Mais là, pour se rattraper, ils s’empressent d’ajouter que vous tentez de vous justifier de tout, de rationaliser, de sublimer. Quels mauvais psychologues ou psychiatres, mais quels experts de la conscience!
   Mon Maître spirituel incarné m’a dit un jour: si jamais quelqu’un en venait à te traiter d’égoïste et d’égocentrique, ou d’un épithète du genre, qu’il t’invite à te regarder dans ton miroir, laisse dire et laisse faire, car il ne pourra s’agir là que d’un plus grand égoïste que toi qui craint que tu le prives de quelque chose et d’un terrible égocentrique qui craint que ta Lumière lui fasse ombrage. Il m’a également dit que je ne laisserais jamais les Forces sombres indifférentes et que j’aurais beaucoup à en souffrir. Par bonheur, bien qu’hypersensible, ce n’est plus trop le cas.
   Alors, prenez-le tous pour dit: qu’on me qualifie de ce qu’on voudra, et encore et encore, bien éclairé de l’intérieur, parfois de l’extérieur, je sais ce que j’ai à faire et comment le faire, et nul ne m’empêchera — sur ce babillard comme sur mon site — de procéder comme je l’entends. Et si quelqu’un trouve à redire, il sait ce qu’il convient qu’il fasse, s’il ne tient pas à être écarté de ma page, si ce n’est pas de mon cœur. Ce que je ferai, non pour protéger ma sensibilité, mais pour maintenir la pureté du taux vibratoire et l’intégrité des messages qu’on m’appelle à partager.

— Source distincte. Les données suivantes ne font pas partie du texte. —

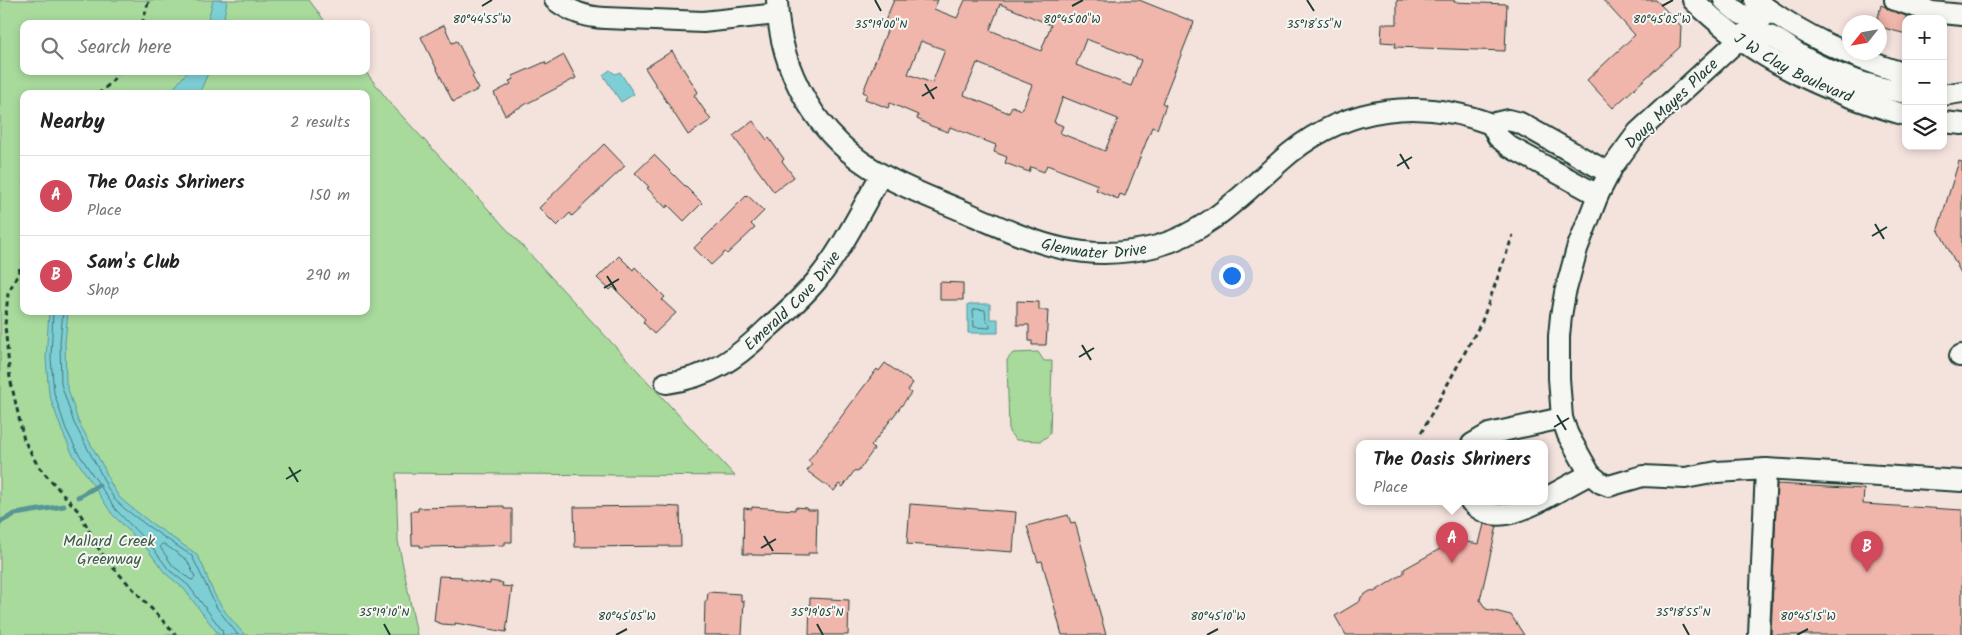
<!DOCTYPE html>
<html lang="en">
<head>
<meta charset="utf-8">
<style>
  :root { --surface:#fff; --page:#f2f2f2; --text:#222; --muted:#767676; --line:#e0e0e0; --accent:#d1495b }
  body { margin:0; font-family:Kalam,sans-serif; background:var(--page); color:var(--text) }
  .controls { position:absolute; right:15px; top:15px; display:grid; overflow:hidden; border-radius:10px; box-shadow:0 2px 8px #0003 }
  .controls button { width:45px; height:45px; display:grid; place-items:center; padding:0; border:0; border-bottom:1px solid var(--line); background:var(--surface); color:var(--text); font:25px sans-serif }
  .compass { position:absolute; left:1842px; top:15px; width:45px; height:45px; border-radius:50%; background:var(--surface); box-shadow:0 2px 8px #0003; rotate:239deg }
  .you { position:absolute; left:1231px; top:275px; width:18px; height:18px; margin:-12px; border:4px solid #fff; border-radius:50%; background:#1a73e8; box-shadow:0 0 0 8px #1a73e833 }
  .badge { display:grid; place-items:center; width:32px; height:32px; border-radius:50%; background:var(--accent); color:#fff; font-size:16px; font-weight:700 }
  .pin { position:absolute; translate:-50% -41px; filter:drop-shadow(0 1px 2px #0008) }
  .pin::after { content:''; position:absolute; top:26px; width:18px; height:15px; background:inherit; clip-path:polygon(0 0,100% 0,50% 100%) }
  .popup { position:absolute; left:1356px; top:440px; width:192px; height:65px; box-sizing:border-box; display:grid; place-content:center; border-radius:10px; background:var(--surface); filter:drop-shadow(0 1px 4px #0005); font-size:16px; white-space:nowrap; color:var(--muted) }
  .popup b { font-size:19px; color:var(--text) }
  .popup::after { content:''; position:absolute; left:50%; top:100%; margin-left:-10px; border:10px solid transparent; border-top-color:var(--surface) }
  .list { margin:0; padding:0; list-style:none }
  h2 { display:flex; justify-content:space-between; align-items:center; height:65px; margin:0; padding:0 20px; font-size:21px }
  h2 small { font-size:16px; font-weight:400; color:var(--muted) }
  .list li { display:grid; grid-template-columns:32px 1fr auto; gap:15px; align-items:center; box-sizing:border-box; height:80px; padding:0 20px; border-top:1px solid var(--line) }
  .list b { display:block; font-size:19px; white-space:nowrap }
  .list p { margin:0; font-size:16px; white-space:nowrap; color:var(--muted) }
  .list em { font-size:16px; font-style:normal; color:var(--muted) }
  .icon { flex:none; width:28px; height:28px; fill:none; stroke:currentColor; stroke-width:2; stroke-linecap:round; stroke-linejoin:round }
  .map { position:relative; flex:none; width:1962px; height:635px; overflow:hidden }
  .search { position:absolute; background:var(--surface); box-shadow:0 2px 8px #0003; left:20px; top:20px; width:350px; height:55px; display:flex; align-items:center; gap:12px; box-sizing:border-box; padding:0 18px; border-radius:10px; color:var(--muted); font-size:19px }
  .panel { position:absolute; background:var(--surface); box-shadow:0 2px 8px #0003; left:20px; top:90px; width:350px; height:225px; border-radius:10px }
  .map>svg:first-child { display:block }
  .green { fill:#a8da9c; stroke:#648c68; fill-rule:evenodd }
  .water { fill:#7ecfd5; stroke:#589595 }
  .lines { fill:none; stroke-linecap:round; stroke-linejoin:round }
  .shore { stroke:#457774; stroke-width:1 }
  .stream { stroke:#589595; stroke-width:5 }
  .building { fill:#f0b5ab; stroke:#1f3d34; fill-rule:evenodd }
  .minor-casing { stroke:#1f3d34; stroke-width:24 }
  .path { stroke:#1f3d34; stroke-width:3; stroke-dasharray:5 4; stroke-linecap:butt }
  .minor { stroke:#f6f6f2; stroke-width:20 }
  .ticks { fill:none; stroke:#1f3d34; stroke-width:2 }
  .labels { text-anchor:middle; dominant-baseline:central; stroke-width:4; stroke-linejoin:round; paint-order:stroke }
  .street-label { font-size:16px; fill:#1f3d34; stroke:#f6f6f2 }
  .park-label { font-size:16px; fill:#3a5c49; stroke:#f6f6f2 }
  .ticks-label { font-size:12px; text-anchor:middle; fill:#1f3d34; stroke:#f6f6f2; stroke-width:4; stroke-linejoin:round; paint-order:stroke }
</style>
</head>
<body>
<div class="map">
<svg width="1962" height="635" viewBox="0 0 1962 635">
  <rect width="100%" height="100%" fill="#f4e2dd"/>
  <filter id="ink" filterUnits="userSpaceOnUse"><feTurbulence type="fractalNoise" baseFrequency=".02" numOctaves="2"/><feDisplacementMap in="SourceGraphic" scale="10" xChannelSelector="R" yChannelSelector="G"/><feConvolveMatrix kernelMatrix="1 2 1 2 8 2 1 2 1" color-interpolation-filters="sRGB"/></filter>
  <g filter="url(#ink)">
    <path class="green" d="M0,0H309L327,24H24V71H365L391,104L735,476L396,473L398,541L417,635H0ZM24,94H366V311H24Z
      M1038,352L1044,361H1052L1050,434L1041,441L1016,440L1009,432L1007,360L1013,353Z"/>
    <path class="water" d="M213,0H227L223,24H207Z
      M610,70L615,74L620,72L634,94L621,102L603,75Z
      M188,71H209L199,94H169Z
      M968,304H990V319H998V333H968Z
      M49,311H68L65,343L66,383L78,421L104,468L111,484L119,497L128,505L151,523L195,553C204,563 206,577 212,589C220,607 232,621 245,635H219L184,589L165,573L148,550L112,514L72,453L62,431L49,394L46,359Z"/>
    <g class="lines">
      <path class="shore" d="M976,309L985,310L986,320L990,325V328L974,327L973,311Z
        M53,311L51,359L54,393L66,429L77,451L116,510L152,547L169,570L188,585L222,630L223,635
        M63,311L60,343L61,384L74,423L99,470L107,487L115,500L125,509L149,527L192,556L217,608L238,635
        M164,544L187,560L195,577L194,579L191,580L173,566L160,547L161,545Z"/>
      <path class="stream" d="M78,497L99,485
        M0,522L15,514L64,506"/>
    </g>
    <path class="building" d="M894,0H938L934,9L957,18L965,0H1139L1194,22L1162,103L1166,105L1157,129L1152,127L1125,196L1120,194L1118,199L1096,190L1098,185L1047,165L1044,172L1031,167L1029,172L1005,163L1007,157L994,152L996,145L950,127L948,132L931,126L917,119L918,115L890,103L888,108L865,99L867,94L863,92L890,23L885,21ZM1000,4L1051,25L1041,51L990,30ZM1086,39L1141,60L1131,86L1076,65ZM921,41L945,50L932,83L908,74ZM977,63L1032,85L1022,110L1012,106L1009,113L964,95ZM1063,97L1118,119L1105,151L1060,133L1063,126L1054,122Z
      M1397,0H1454V2L1507,4L1505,51L1395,47L1396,43L1381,42L1382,24H1397Z
      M1603,0H1656L1681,26L1680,47L1613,108L1587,80L1635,35Z
      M1881,5L1906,16V34L1880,27V22H1877Z
      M444,25L452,43L457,41L474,75L472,76L479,89L453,102L421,37Z
      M672,51L698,92L694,95L711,120L688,135L645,68Z
      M564,55L576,78L505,115L494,93L511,84L509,81L514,79L513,76L545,62L546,65Z
      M753,121L767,140L769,138L784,159L782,161L794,177L774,192L733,136Z
      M604,144L625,166L572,216L570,213L557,226L539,208Z
      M654,155L702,203L684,221L668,205L666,208L647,188L649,187L635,173Z
      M1959,161L1962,162V275L1938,229Z
      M747,195L764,211L751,224L755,228L727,254L725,252L711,265L694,248Z
      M619,256L633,270L635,267L665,297L662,300L676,313L654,334L643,322L645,319L613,287L610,290L597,278Z
      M940,282L963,283V300H940Z
      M1017,301L1039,302V310H1048L1046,345H1032V341H1029V325H1017Z
      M885,363L913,383L908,390L911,393L871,446L874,449L858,472L855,470L843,487L839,484L834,491L807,471L812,464L808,461L877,369L879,371Z
      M1777,484L1864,489L1863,504L1962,510V635H1771Z
      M910,504L1016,512L1013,552L907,544Z
      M504,506V509H512V542H505V545L482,546L420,547V545H412L411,511H418V508Z
      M659,506L680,507L681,546L575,547L574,507Z
      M752,507L795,510V507L807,508V510H817L816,553H808V556L752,555V554H743L744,508L752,509Z
      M1068,515L1071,523L1075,522L1106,635H1062L1042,561L1038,562L1027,526Z
      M1484,524L1497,526L1480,600L1486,609L1511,615L1524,635H1346L1335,616L1360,601L1361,597L1370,591L1374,592L1404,573V569L1456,540L1479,544Z
      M439,576L462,577L461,579L490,584V581L503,583L502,586L512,587L506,632L455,623V625L442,624L434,621Z
      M708,592L741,594V601H744L742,635H704L705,601H707Z
      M810,598L849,600L848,635H809Z"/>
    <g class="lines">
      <defs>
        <g id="minor">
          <path d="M555,0C571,12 585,17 605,18L703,22L777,14"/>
          <path id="s1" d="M777,0C779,72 818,139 881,174C909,190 940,201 970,214C1036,243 1083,265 1157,246C1212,231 1248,188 1290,153C1349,105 1422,98 1491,124"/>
          <path id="s2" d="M1693,0C1754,59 1824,92 1906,115"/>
          <path d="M1724,0C1739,15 1749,23 1770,11"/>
          <path d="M1755,0C1804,36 1847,56 1906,74"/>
          <path d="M1895,0L1932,12L1962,15"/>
          <path d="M1770,11L1638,132L1613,166L1598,195L1577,249L1565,293L1561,316L1559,336V378L1562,418L1568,435L1590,474L1601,483L1609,486L1643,476L1685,478L1717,472L1766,469L1962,481"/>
          <path d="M1740,40C1748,37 1758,33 1766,35C1779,38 1791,50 1803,57C1835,75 1870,87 1906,93"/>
          <path d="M1943,95L1962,92"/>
          <path d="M1943,122L1962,124"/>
          <path d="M1598,195L1510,147L1498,137L1491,124L1508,120L1520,123L1609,173"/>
          <path d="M1960,356L1962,355"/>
          <path id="s3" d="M666,383C711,377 736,359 768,328C785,313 803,297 817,280C843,248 861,210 881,175"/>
          <path d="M1472,444L1489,434L1562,418"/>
          <path d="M1544,499L1590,474"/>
          <path d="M1471,502C1492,524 1516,513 1539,502"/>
          <path d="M1759,635L1766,469"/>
        </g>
      </defs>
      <use href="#minor" class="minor-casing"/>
      <path class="path" d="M142,24L149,0
        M98,94L111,83L119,71
        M24,260L8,294L5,325L10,378L24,440L38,466L80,513L97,546L107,561L176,635
        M1421,433L1482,321L1513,235"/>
      <use href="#minor" class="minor"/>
    </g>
  </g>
  <path class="ticks" d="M875,0L881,11M1307,0L1314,11M482,6L492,0M1072,6L1083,0M1662,6L1673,0M925,84L934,99M922,96L937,87M1400,154L1409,169M1397,166L1412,157M1875,224L1884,239M1872,236L1887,227M607,276L616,290M604,288L619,279M1082,345L1091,360M1079,357L1094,348M1557,415L1566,430M1554,427L1569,418M289,467L298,482M286,479L301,470M764,536L773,551M761,548L776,539M384,624L390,635M817,624L823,635M1683,624L1689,635M616,635L627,629M1207,635L1218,629M1797,635L1808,629"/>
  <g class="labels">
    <g class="street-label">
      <text stroke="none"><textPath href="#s2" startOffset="122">J W Clay Boulevard</textPath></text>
      <text transform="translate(1672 104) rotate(-44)">Doug Mayes Place</text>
      <text stroke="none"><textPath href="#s1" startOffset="440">Glenwater Drive</textPath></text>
      <text stroke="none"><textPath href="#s3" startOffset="155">Emerald Cove Drive</textPath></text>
    </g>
    <g class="park-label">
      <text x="109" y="541">Mallard Creek<tspan x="109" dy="18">Greenway</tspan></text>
    </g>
  </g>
  <g class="ticks-label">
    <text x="482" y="23">80°44'55"W</text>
    <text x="1072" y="23">80°45'00"W</text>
    <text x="1662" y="23">80°45'05"W</text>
    <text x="881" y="28">35°19'00"N</text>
    <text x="1314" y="28">35°18'55"N</text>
    <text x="384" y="616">35°19'10"N</text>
    <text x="817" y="616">35°19'05"N</text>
    <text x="1683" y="616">35°18'55"N</text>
    <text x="627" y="620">80°45'05"W</text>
    <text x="1218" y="620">80°45'10"W</text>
    <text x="1808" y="620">80°45'15"W</text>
  </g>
</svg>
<div class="controls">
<button>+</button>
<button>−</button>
<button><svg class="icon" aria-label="layers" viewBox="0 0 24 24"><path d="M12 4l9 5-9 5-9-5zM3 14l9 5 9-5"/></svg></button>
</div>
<svg class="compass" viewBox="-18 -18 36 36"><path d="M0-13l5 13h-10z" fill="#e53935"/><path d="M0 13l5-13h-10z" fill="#767676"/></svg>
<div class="you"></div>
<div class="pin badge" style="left:1452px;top:563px">A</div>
<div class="popup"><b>The Oasis Shriners</b>Place</div>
<div class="pin badge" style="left:1867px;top:572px">B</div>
<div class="search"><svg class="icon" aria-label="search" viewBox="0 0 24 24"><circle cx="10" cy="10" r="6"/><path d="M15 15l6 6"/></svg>Search here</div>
<section class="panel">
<h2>Nearby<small>2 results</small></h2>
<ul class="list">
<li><span class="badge">A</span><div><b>The Oasis Shriners</b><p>Place</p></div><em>150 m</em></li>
<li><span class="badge">B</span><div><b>Sam's Club</b><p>Shop</p></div><em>290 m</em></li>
</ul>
</section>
</div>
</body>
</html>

   À bon entendeur, salut! Car l’Amour sait autant caresser que châtier, quand cela s’impose et que les autres moyens ont échoué.  Pourquoi tenter de se changer pour les autres, ce qui ne peut que plaire à l’un et déplaire à l’autre, changeant simplement les adhérents et les opposants à votre cause?
   Bon, je pourrais parier qu’il y en a qui vont me penser fâché, vexé, insulté, colérique et qui ne décèleront en rien ma pointe d’humour, que j’avoue un peu sarcastique, parce que j’ai appris à rire, surtout à rire de moi, un peu sur le tard!